Given a string s, return the number of substrings within s that are palindromes.

A palindrome is a string that reads the same forward and backward.

Examples

Example 1

Input: s = "abc"
Output: 3
Explanation: "a", "b", "c".

Example 2

Input: s = "aaa"
Output: 6
Explanation: "a", "a", "a", "aa", "aa", "aaa". Note that different substrings are counted as different palindromes even if the string contents are the same.

Solution

Java Code

class Solution {
    public int countSubstrings(String s) {
        if (s == null || s.length() == 0) {
            return 0;
        }

        int count = 0;
        for (int i = 0; i < s.length(); i++) {
            // Case 1: Count palindromes with odd length (centered at i)
            count += expandAndCount(s, i, i);
            // Case 2: Count palindromes with even length (centered between i and i+1)
            count += expandAndCount(s, i, i + 1);
        }

        return count;
    }

    private int expandAndCount(String s, int left, int right) {
        int count = 0;
        while (left >= 0 && right < s.length() && s.charAt(left) == s.charAt(right)) {
            count++;
            left--;
            right++;
        }
        return count;
    }
}

Intuition

A palindrome is symmetric around its center. To count all palindromic substrings, we can iterate through every possible center and expand outwards as long as the characters match.

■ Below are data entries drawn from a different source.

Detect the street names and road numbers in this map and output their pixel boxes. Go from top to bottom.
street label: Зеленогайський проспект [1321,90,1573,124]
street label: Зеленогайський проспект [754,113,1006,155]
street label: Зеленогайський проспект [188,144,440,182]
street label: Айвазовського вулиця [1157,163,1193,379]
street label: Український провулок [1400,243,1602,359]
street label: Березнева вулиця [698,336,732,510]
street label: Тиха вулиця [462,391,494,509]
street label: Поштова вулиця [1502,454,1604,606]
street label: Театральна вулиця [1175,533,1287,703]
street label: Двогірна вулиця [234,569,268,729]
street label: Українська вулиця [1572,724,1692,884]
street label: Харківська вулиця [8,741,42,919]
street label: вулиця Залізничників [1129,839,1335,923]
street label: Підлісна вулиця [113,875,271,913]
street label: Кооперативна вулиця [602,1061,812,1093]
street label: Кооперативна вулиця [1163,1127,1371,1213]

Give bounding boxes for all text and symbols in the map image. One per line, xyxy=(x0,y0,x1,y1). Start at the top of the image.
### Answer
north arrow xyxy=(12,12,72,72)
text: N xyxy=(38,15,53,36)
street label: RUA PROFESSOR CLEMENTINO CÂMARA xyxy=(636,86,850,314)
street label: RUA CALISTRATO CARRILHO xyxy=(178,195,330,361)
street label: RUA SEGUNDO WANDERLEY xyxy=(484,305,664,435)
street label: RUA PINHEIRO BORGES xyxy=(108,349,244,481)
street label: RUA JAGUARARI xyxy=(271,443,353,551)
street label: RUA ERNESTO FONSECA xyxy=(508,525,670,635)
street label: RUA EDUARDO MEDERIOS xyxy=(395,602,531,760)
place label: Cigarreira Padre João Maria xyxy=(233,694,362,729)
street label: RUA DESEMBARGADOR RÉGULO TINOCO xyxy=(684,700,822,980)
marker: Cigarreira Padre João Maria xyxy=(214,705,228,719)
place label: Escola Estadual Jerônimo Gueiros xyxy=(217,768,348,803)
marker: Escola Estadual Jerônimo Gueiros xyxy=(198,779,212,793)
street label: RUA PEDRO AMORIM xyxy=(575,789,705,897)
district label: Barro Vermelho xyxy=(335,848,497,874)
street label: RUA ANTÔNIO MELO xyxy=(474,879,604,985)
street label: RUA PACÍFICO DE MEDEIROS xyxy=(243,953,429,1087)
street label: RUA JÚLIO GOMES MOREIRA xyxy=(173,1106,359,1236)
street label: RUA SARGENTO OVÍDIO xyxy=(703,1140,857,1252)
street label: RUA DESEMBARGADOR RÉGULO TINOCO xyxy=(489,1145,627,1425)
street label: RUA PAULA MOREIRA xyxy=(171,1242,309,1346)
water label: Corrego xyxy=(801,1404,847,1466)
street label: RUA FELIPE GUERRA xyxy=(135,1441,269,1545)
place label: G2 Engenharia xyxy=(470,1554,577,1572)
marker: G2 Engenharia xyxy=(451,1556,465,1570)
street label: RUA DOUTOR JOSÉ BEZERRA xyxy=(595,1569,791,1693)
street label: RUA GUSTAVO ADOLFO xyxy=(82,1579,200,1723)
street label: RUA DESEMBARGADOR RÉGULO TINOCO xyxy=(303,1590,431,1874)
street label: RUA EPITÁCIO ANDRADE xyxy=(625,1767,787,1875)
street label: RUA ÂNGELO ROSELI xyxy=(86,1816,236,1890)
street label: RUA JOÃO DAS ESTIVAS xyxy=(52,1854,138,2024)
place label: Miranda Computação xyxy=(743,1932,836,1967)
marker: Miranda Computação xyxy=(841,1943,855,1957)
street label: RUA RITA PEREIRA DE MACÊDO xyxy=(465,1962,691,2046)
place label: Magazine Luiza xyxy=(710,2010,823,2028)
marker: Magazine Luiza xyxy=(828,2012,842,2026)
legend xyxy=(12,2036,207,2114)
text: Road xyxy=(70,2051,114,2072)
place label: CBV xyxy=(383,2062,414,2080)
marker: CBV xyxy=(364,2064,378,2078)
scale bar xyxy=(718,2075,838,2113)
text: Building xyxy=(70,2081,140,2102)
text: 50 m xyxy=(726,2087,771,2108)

Expand Around Center Approach

  1. Possible Centers: For a string of length \(n\), there are \(2n - 1\) possible centers (each character and each gap between characters).
  2. Expansion: For each center, we expand to the left and right. Each time the characters match, we've found a new palindromic substring.
  3. Summation: The total count is the sum of palindromes found from all centers.

Complexity Analysis

Time Complexity

\(O(n^2)\)

  • We iterate through \(2n - 1\) centers.
  • For each center, expansion takes at most \(O(n)\) time.

Space Complexity

\(O(1)\)

  • We only use a few variables for counting and pointers. No extra data structures are required.

Key Takeaways

  • Similar to "Longest Palindromic Substring", the center-expansion technique is highly efficient for counting problems.
  • Remember to handle both odd and even length centers.
  • This approach avoids the \(O(n^2)\) space requirement of the typical DP table approach.